DOI: 10.1038 / s41586-020-2607-z

Co-authors include Noe D. Mercado, Abishek Chandrashekar, Yu Jingyou, Jinyan Liu, Lauren Peter, Katherine McMahan, Lisa H. Tostanoski, Esther A. Bondzie, Gabriel Dagotto, Makda S. Gebre, Xuan He, Emily Hoffman, Catherine Jacob- Dolan, Marinela Kiriloya, Lizhenfen, Linjin Lin, Shant H. Mahrokhian, Lori F. Maxfield, Felix Nampanya, Ramya Mityanandam, Joseph P. Nkolola, Shivanai Patel, John D. Ventura, Kaylee Verrignton, and Huahua Wan; Lucy Rutten, Rinke , Danielle van Manan, Jort Vellinga, Jerome Custers, Johannes P. Langedijk, Ted Kwaks, Paul Stoffels, Mathai Mammen, Johan Van Hoof and Hanneke Schuitemaker of Janssen Vaccines & Prevention BV; MGH, Carolin of MIT and Harvard Ragon Institute Loos, Caroline Atyeo, Stephanie Fischinger, John S. Burke, Jared Feldman, Blake M. Hauser, Timothy M. Caradonna, Aaron G. Schmidt and Galit Alter Douglas A. Lauffenburger of Massachusetts Institute of Technology; University of North Carolina at Chapel Hill David Martinez and Ralph S. Baric; Laurent Pessaint, Alex Van Ry, Kelvin Blade, Amanda Strasbaugh, Mehtap Cabus, Renita Brown, Anthony Cook, Serge Zouantchangadou, Elyse Teow, Hanne Anderson and Mark G. Lewis of Bioqual; and Mark G. Lewis of the Children’s Hospital Cai Yong Fei and Chen Bing.

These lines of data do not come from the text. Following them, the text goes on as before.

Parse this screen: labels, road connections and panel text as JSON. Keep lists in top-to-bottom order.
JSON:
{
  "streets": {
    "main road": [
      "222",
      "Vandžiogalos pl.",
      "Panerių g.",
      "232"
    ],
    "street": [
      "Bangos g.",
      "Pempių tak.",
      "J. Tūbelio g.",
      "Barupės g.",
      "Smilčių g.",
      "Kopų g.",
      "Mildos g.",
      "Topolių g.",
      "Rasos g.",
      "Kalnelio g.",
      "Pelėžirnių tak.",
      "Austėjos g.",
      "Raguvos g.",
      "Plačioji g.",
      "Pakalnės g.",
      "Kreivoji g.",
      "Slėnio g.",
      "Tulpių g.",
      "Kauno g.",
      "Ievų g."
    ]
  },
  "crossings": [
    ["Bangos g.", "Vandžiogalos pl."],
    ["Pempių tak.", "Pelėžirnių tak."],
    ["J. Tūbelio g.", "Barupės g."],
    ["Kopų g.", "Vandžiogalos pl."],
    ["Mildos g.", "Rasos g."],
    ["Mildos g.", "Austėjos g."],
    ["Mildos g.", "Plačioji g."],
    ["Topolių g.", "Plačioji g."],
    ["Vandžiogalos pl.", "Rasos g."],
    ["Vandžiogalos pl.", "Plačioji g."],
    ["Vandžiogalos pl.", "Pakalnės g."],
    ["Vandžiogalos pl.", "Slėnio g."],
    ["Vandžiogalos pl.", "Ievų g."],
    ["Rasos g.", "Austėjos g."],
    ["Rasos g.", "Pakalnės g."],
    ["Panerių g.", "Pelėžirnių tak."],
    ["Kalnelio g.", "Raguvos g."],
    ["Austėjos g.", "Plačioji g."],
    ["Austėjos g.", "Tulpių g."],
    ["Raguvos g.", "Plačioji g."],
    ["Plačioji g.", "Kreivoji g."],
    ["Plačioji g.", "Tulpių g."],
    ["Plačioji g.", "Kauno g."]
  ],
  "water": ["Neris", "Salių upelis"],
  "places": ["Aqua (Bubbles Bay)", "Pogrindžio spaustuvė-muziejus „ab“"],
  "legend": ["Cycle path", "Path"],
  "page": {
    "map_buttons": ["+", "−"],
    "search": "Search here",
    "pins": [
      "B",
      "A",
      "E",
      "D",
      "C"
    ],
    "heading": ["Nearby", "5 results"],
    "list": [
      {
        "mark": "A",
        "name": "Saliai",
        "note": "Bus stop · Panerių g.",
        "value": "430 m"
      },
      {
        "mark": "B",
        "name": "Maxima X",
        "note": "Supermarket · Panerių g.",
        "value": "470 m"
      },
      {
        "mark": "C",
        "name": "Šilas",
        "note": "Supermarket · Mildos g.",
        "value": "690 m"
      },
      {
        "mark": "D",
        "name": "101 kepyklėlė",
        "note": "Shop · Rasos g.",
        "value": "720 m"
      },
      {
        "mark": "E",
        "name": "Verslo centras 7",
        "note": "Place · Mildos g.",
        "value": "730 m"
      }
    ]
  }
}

The author declares that there are no competing economic interests. Barouch, Zahn, Wegman, Rutten, Bos, Manan, Vellinga, Custers, Langedijk, Kwaks and Schuitemaker are the co-inventors of related vaccine patents. Zahn, Wegman, Rutten, Bos, Manan, Vellinga, Custers, Langedijk, Kwaks, Stoeffels, Mammen, Van Hoof and Schuitemaker are employees of Janssen Vaccines & Prevention BV and hold shares of Johnson & Johnson.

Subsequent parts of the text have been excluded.